Так мы прожили 11 дней. Вплоть до Томска, где кончалось наше плавание по рекам, два раза в день мы волновались. Одно время, день на 7-ой или 8-ой, даже сами хотели заявить об исчезновении Усти... Но воздержались.

Побег был открыт в Томске.

В середине июня 1888 года мы подплывали к Том­ску.

Настроение тревожное. Сейчас разразится бу­ря. Побег будет открыт очень быстро.

На барже, как только мы причалили, появилась приемочная комиссия и новый конвой. На палубу притащили стол, статейные списки, уселись полиц­мейстер, прокурор, офицер и наш капитан Мукалов. Нас выстроили отдельно от уголовных и начали вы­зывать по фамилиям, сначала каторжанок.

— Екатерина Тринидатская!

— Здесь! — Она вышла и встала в сторонке.

Надежда Сигида!

— Здесь!

—  Устинья Федорова!

Молчание...

{46} — Устинья Федорова! Выходите скорее! Не за­держивайте! Молчание...

— Федорова! Федорова! Где же она?

—  Не знаем! Вероятно ушла куда-нибудь!

Долго ее звали. А ее все нет и нет. Мукалов вско­чил, побежал к уголовной группе и там стал ее вы­зывать. Оказалось, Федорова есть, но не та.

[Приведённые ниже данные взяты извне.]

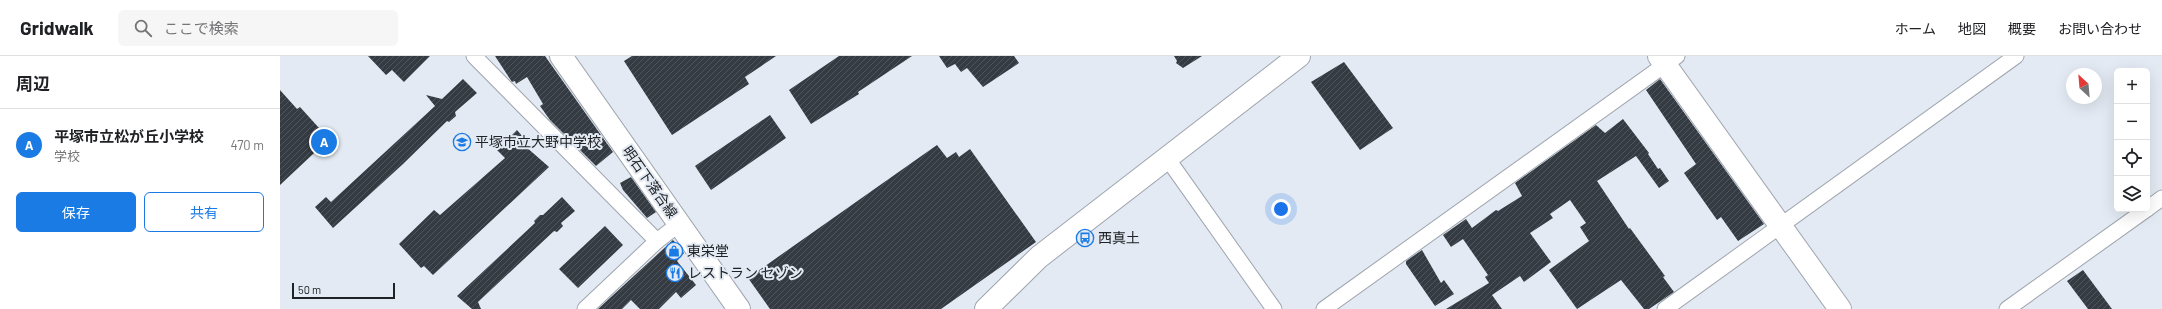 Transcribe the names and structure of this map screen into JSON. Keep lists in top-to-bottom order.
{
  "streets": {
    "street": ["明石下落合線"]
  },
  "places": {
    "school or university": ["平塚市立大野中学校"],
    "bus stop": ["西真土"],
    "shop": ["東栄堂"],
    "restaurant": ["レストラン セゾン"]
  },
  "scale_bar": "50 m",
  "north": "top left",
  "page": {
    "header": "Gridwalk",
    "search": "ここで検索",
    "nav": [
      "ホーム",
      "地図",
      "概要",
      "お問い合わせ"
    ],
    "heading": "周辺",
    "map_buttons": ["+", "−"],
    "list": [
      {
        "mark": "A",
        "name": "平塚市立松が丘小学校",
        "note": "学校",
        "value": "470 m"
      }
    ],
    "pins": "A",
    "buttons": ["保存", "共有"],
    "scale": "50 m"
  }
} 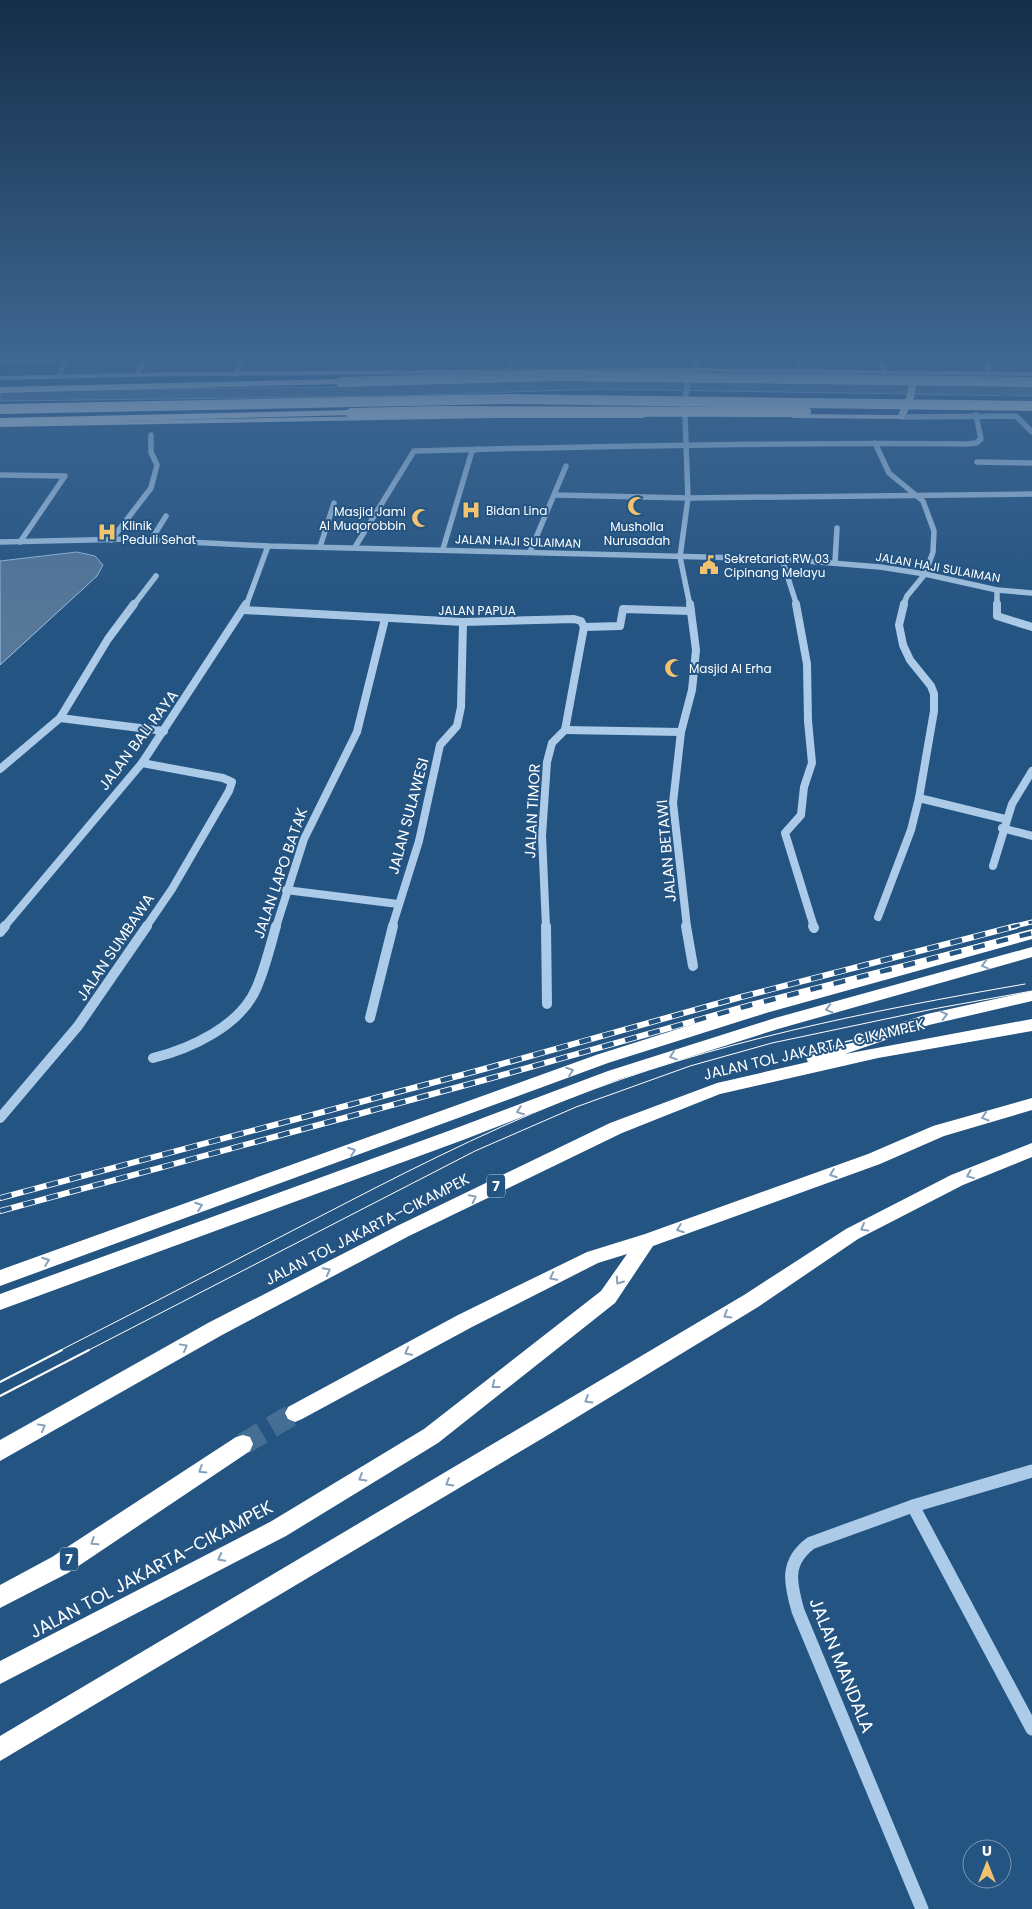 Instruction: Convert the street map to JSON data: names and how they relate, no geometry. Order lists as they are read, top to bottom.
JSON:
{
  "streets": {
    "highway": ["JALAN TOL JAKARTA–CIKAMPEK", "7"],
    "street": [
      "JALAN HAJI SULAIMAN",
      "JALAN PAPUA",
      "JALAN BALI RAYA",
      "JALAN TIMOR",
      "JALAN SULAWESI",
      "JALAN BETAWI",
      "JALAN LAPO BATAK",
      "JALAN SUMBAWA",
      "JALAN MANDALA"
    ]
  },
  "crossings": [
    ["JALAN HAJI SULAIMAN", "JALAN BALI RAYA"],
    ["JALAN HAJI SULAIMAN", "JALAN BETAWI"],
    ["JALAN PAPUA", "JALAN BALI RAYA"],
    ["JALAN PAPUA", "JALAN TIMOR"],
    ["JALAN PAPUA", "JALAN SULAWESI"],
    ["JALAN PAPUA", "JALAN BETAWI"],
    ["JALAN PAPUA", "JALAN LAPO BATAK"],
    ["JALAN BALI RAYA", "JALAN SUMBAWA"]
  ],
  "places": {
    "mosque": ["Musholla Nurusadah", "Masjid Jami Al Muqorobbin", "Masjid Al Erha"],
    "hospital": ["Bidan Lina", "Klinik Peduli Sehat"],
    "public building": ["Sekretariat RW 03 Cipinang Melayu"]
  },
  "north": "top"
} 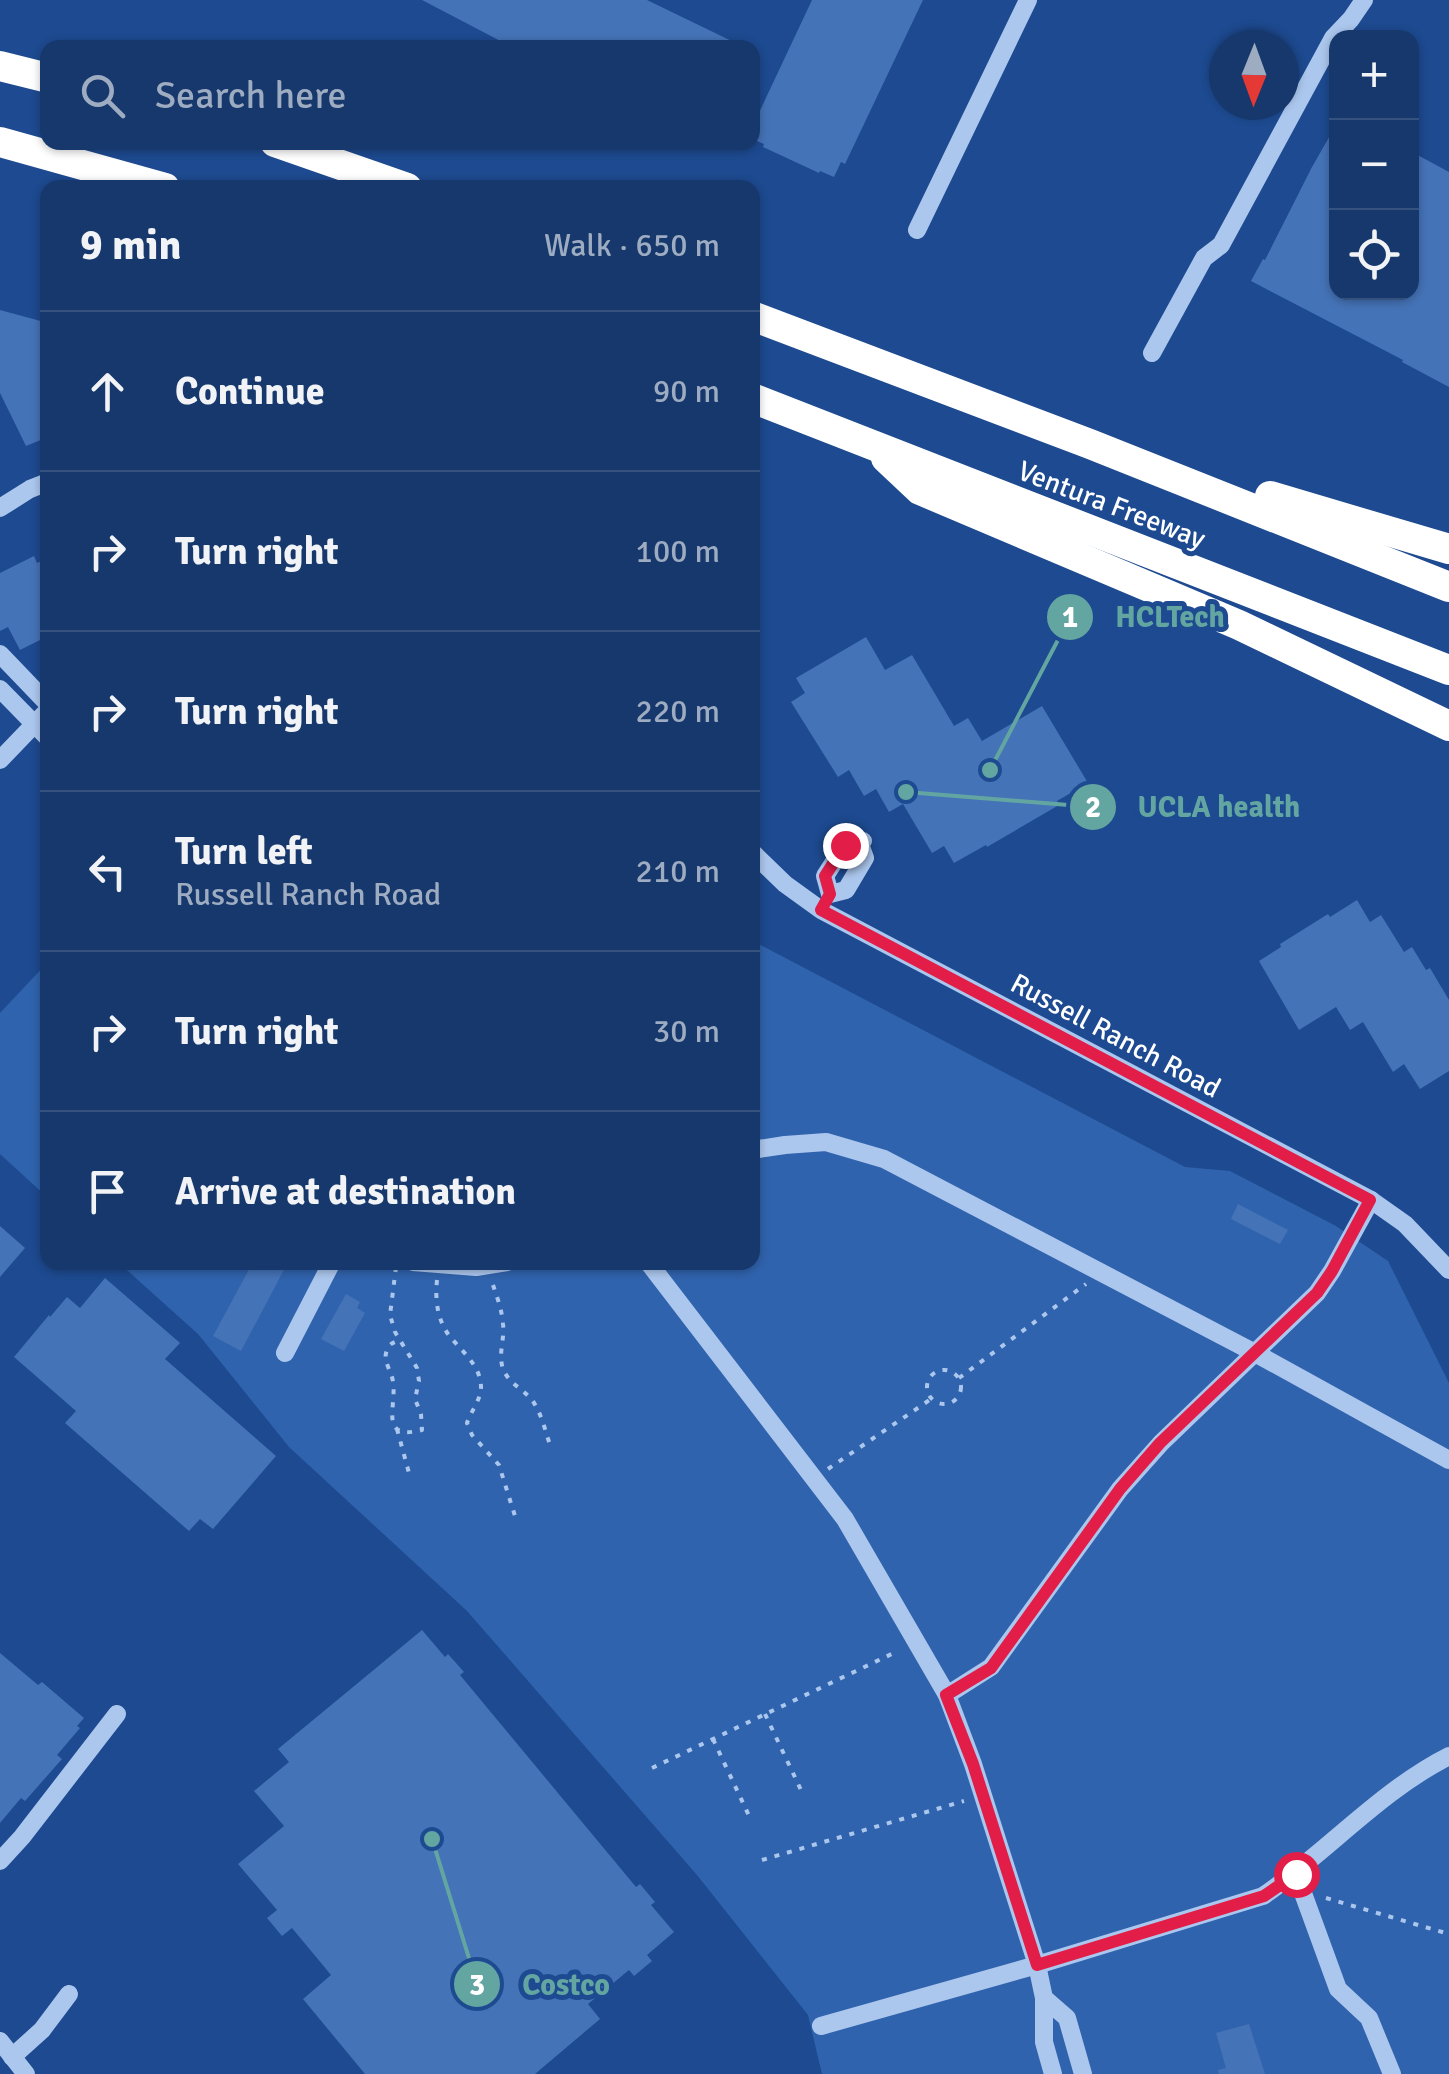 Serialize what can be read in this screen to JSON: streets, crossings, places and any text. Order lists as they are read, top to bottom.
{
  "streets": {
    "highway": ["Ventura Freeway"],
    "street": ["Russell Ranch Road"]
  },
  "places": ["HCLTech", "UCLA health", "Costco"],
  "north": "bottom",
  "page": {
    "map_buttons": ["+", "−"],
    "search": "Search here",
    "heading": ["9 min", "Walk · 650 m"],
    "list": [
      ["Continue", "90 m"],
      ["Turn right", "100 m"],
      ["Turn right", "220 m"],
      ["Turn left", "Russell Ranch Road", "210 m"],
      ["Turn right", "30 m"],
      "Arrive at destination"
    ]
  }
} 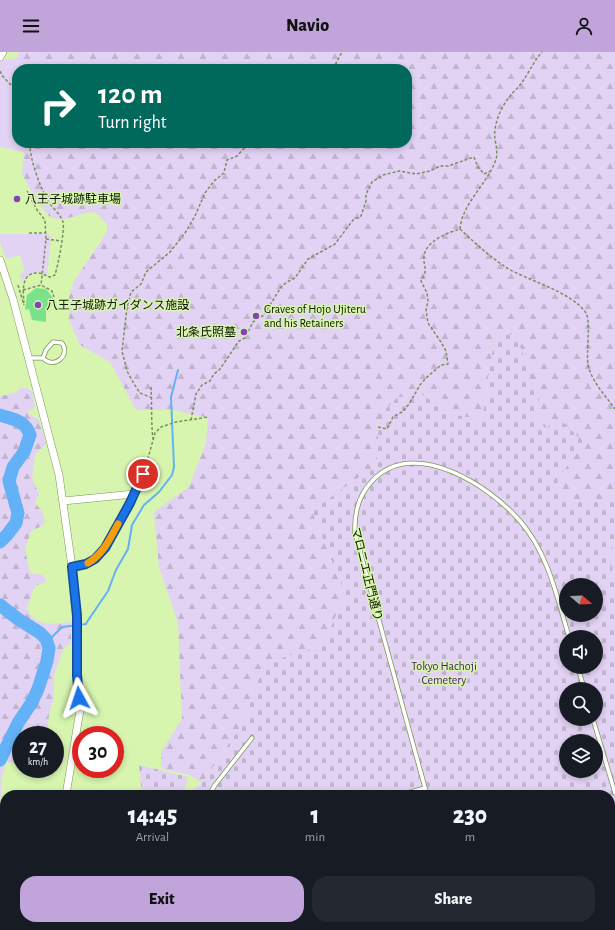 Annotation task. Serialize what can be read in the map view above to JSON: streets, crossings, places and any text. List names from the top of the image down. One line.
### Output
{"streets":{"lane":["マロニエ正門通り"]},"parks":["Tokyo Hachoji Cemetery"],"places":["八王子城跡駐車場","八王子城跡ガイダンス施設","Graves of Hojo Ujiteru and his Retainers","北条氏照墓"],"north":"right","page":{"header":"Navio","turn":["120 m","Turn right"],"speed":"27 km/h","limit":"30","eta":["14:45","Arrival","1","min","230","m"],"buttons":["Exit","Share"]}} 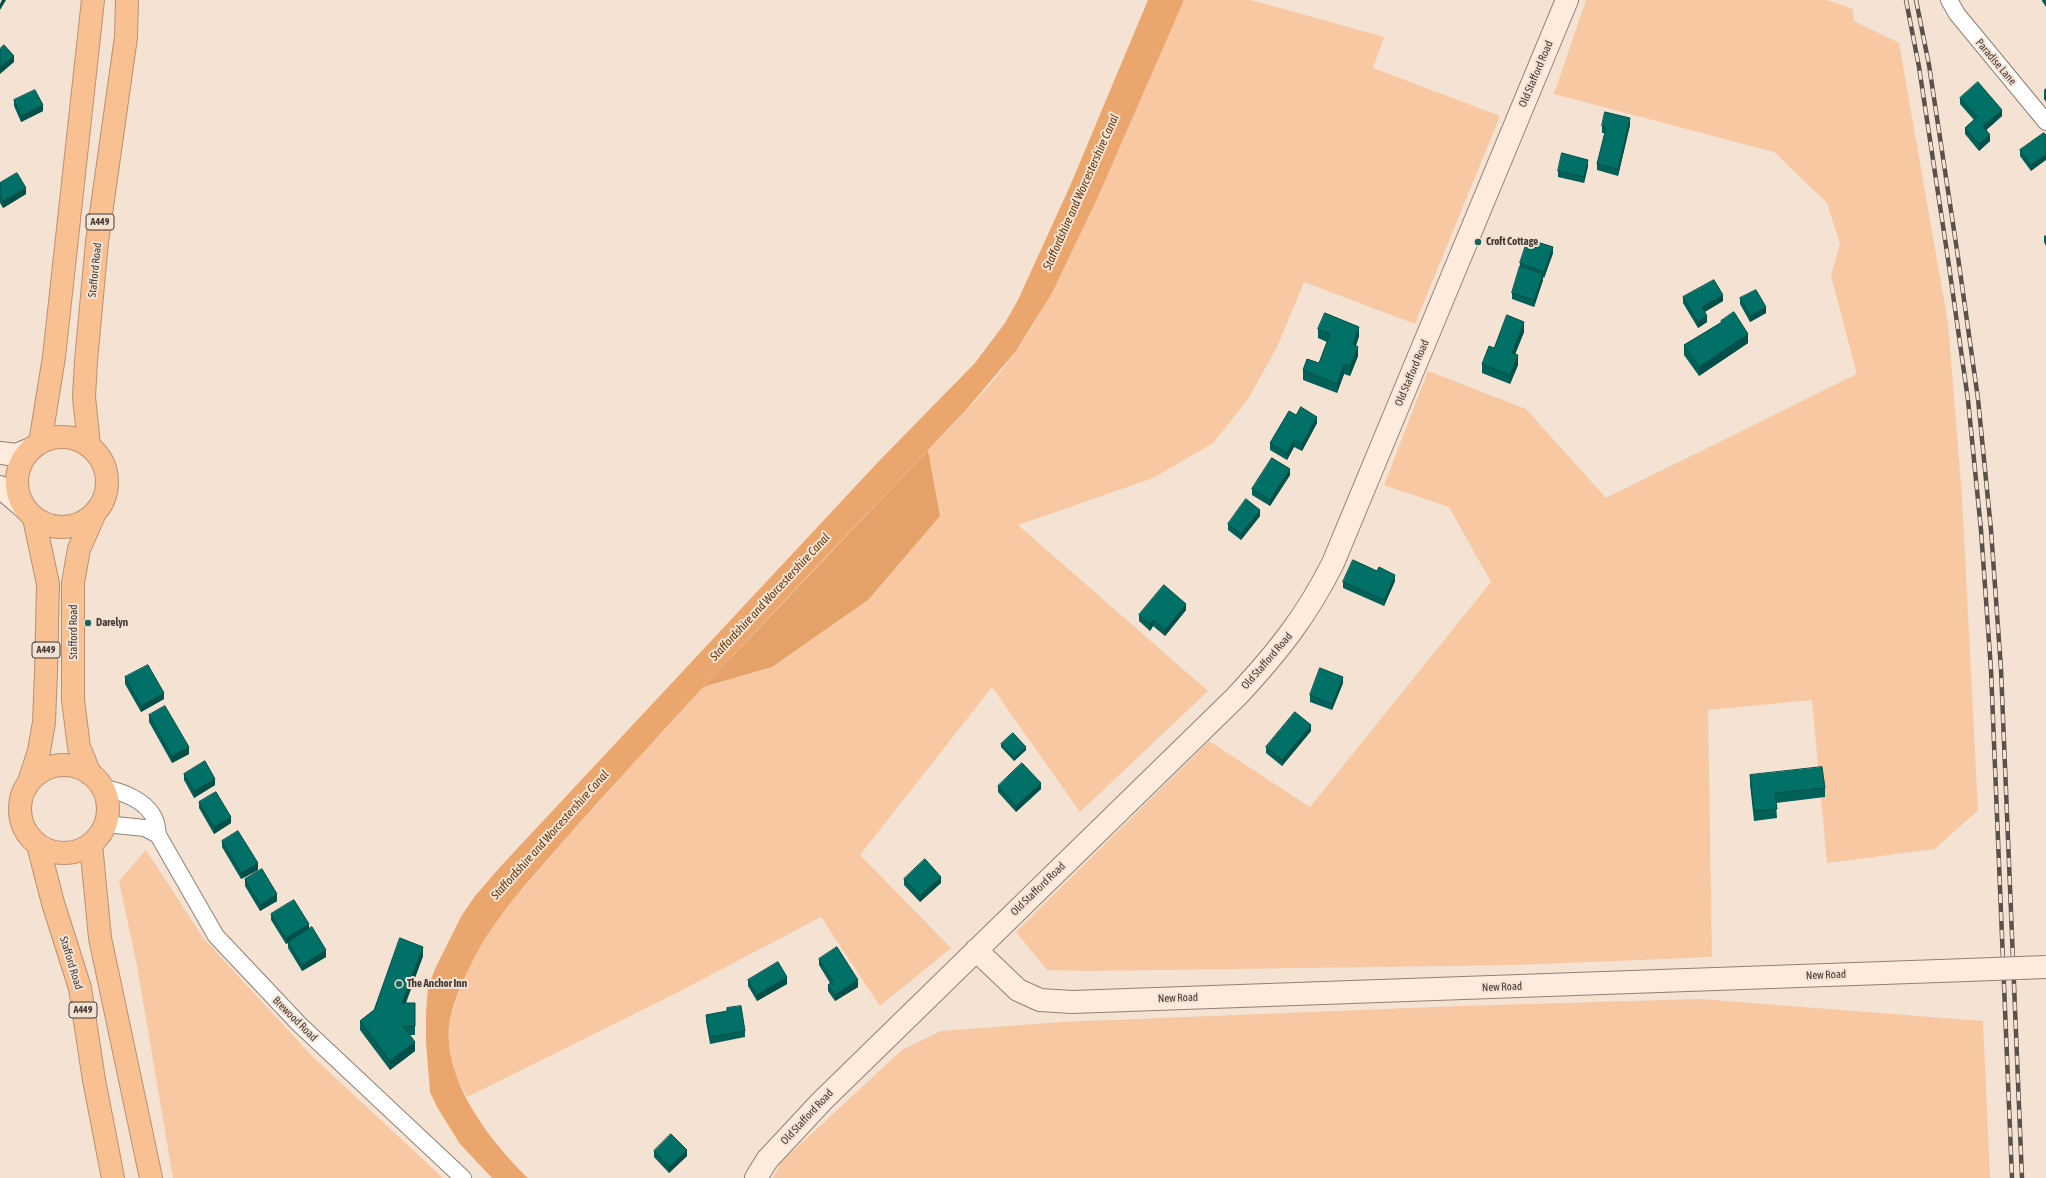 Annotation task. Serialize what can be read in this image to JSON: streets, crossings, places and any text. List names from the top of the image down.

— Старший! Где Федорова? На поверке была?

— Так точно была! Утром видал ее, сам подавал ей воду умываться!

—  Отыскать ее! Может она в трюме спряталась?!

На глазах Мукалова слезы. Плаксивым голосом он обращается к нам:

— Скажите, где же она?

— Не знаем! Откуда нам знать?

— Что же вы со мной делаете? Губите меня! Ведь мне отвечать за нее придется.

Поиски длились долго, но, конечно, ни к чему не привели.

Наконец водворилась тишина. Комиссия продол­жала приемку. А мы думали, что-то дальше будет?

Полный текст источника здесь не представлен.